[
https://issues.apache.org/jira/browse/AVRO-1103?page=com.atlassian.jira.plugin.system.issuetabpanels:comment-tabpanel&focusedCommentId=13296148#comment-13296148
]
Jacob Metcalf commented on AVRO-1103:
-------------------------------------
Doug, thanks for doing this. Am based in the UK so tested this morning. There
were some issues that meant I had to extend the patch a bit and I am still left
with two problems that I have not solved.
The first task I had was to make the changes to compile avro-mapred against
Hadoop 2. These are relatively easy as the incompatiblity is confined to
TaskAttemptContext & SequenceFileBase.
Secondly your patched AvroSerialization whilst it uses the config object is
still trying to use the parent ClassLoader so cannot find my Avro class. I have
included my attempt to address this in the patch. Basically I locate the
classloader using:
bq. Class.forName( schema.getFullName()).getClassLoader()
With some additional logic to support UNIONs. I am sure it could be a lot more
elegant/efficient but it worked.
This got me a long way forward. Now Hadoop 2 / Avro 1.7 are able to deserialize
my Avro Specific classes in the shuffle. However I am still left with two
corollary classloader problems:
2) Doing a deepCopy via <MyClass>.newBuilder( <myObject> ).build(). Here the
problem boils down to another use of SpecificData.get() this time in
SpecificRecordBuilderBase.java:
{quote}
protected SpecificRecordBuilderBase(Schema schema) {{
super(schema, SpecificData.get());
}}
{quote}
3) Using AvroKeyValueInputFormat to deserialize from a file. This is another
case of needing to pass a SpecificData object to a reader, this time in
AvroRecordReaderBase.java:90:
{quote}
// Wrap the seekable input stream in an Avro DataFileReader.
mAvroFileReader = createAvroFileReader(seekableFileInput,
new ReflectDatumReader<T>(mReaderSchema));
{quote}
In terms of taking this forward - Its a big ask but it would help me immensely
if a version of avro-mapred 1.7 for Hadoop 2 could be made available.
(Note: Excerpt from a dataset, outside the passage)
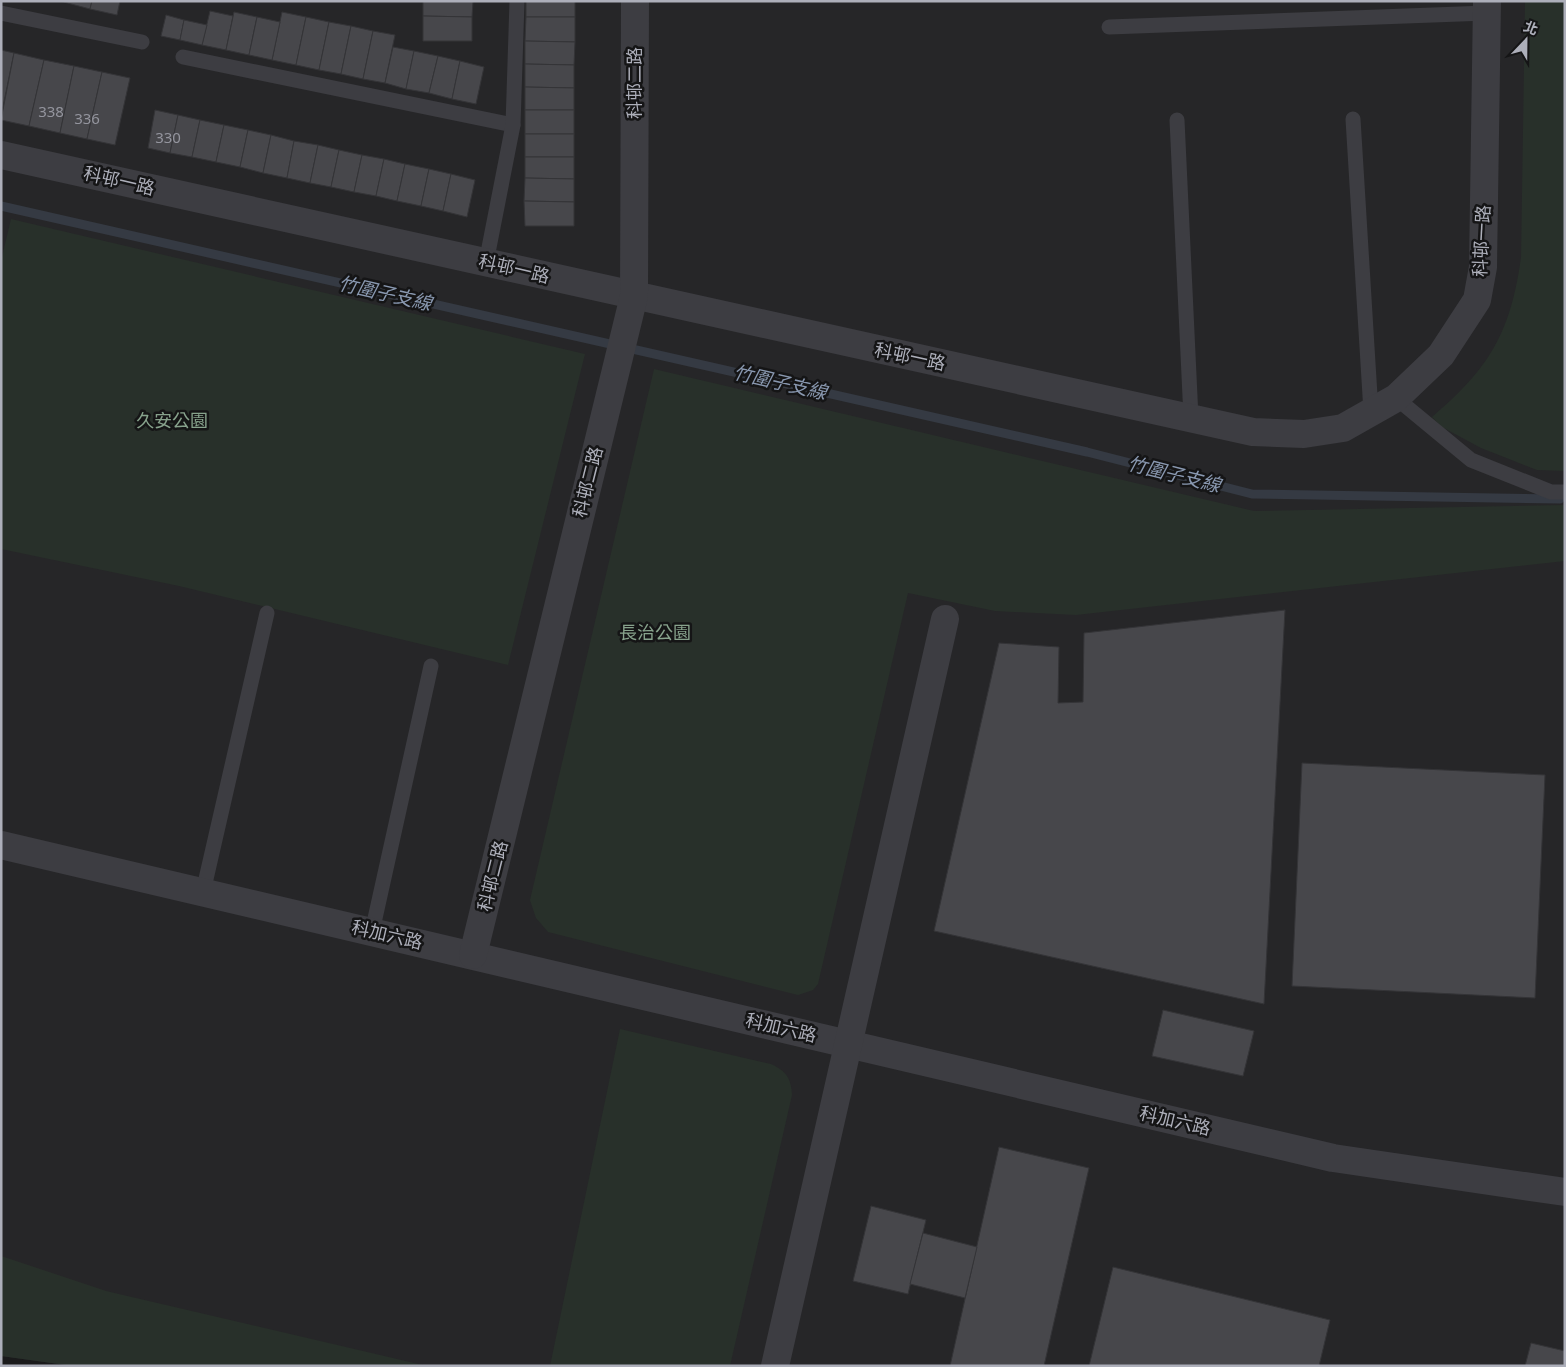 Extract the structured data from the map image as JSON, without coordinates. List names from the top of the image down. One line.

For
example the MRUnit team have come up with a way of distributing both Hadoop 1
and 2 versions with users selecting using a <classifier>hadoop2</classifier>.
Then, if you are happy with my fix for the first problem, I can help come up
with solutions/test fixes for problems 2 & 3. Happy to raise additional JIRAs
for all these points.
> New AvroDeserializer should Locate Appropriate Classloader
> ----------------------------------------------------------
>
> Key: AVRO-1103
> URL: https://issues.apache.org/jira/browse/AVRO-1103
> Project: Avro
> Issue Type: Improvement
> Components: java
> Affects Versions: 1.7.0
> Environment: Hadoop 0.23.1 with Avro jars replaced by 1.7 jars
> Specific data classes assembled into JAR with mapper/reducer
> Reporter: Jacob Metcalf
> Assignee: Doug Cutting
> Fix For: 1.7.1
>
> Attachments: AVRO-1103-for 0.23.1.patch, AVRO-1103.patch,
> AVRO-1103.patch, AVRO-1103.patch
>
>
> Continuing on from AVRO-873 I believe some more work needs to be done to get
> the MapReduce 2 APIs in Avro 1.7 working with Hadoop 0.23. Since it revolves
> around classloaders it is complex to present a unit test which fails so I
> will explain the problem:
> - By default SpecificDatumReader will use the classloader it was loaded from
> to find a Specific class to deserialize into.
> - In earlier versions of Hadoop e.g. 0.20.2 Avro was not included so
> typically you would bundle Avro into your job jar along with the Specific
> classes so they would be on the same classpath.
>
> - However later versions of Hadoop such as 0.23 ship with Avro. Thus you find
> that the SpecificData.class.getClassloader() is typically a parent loader
> which just contains Hadoop components.
> - Thus when SpecificData goes to construct a Specific class from the schema
> it cannot locate it and silently defaults to creating a GenericData.
> In AVRO-873 an additional constructor was added to SpecificData to force it
> to use a different classloader. Thus to extend this fix to the new MR2 APIs:
> - AvroDeserializer could attempt to instantiate the class using
> Class.forName() and from this get the appropriate Classloader and pass this
> into the constructor of SpecificDatumReader.
> - Line 2771 of SpecificData.java is:
> bq. Class c = SpecificData.get().getClass(schema);
> - This would need to be changed to:
> bq. Class c = this.getClass(schema);
> I have raised this in the mail groups here:
> http://search-hadoop.com/m/wVUf1aLCwd/classloader/v=threaded so apologies if
> this is already being thought about.
--
This message is automatically generated by JIRA.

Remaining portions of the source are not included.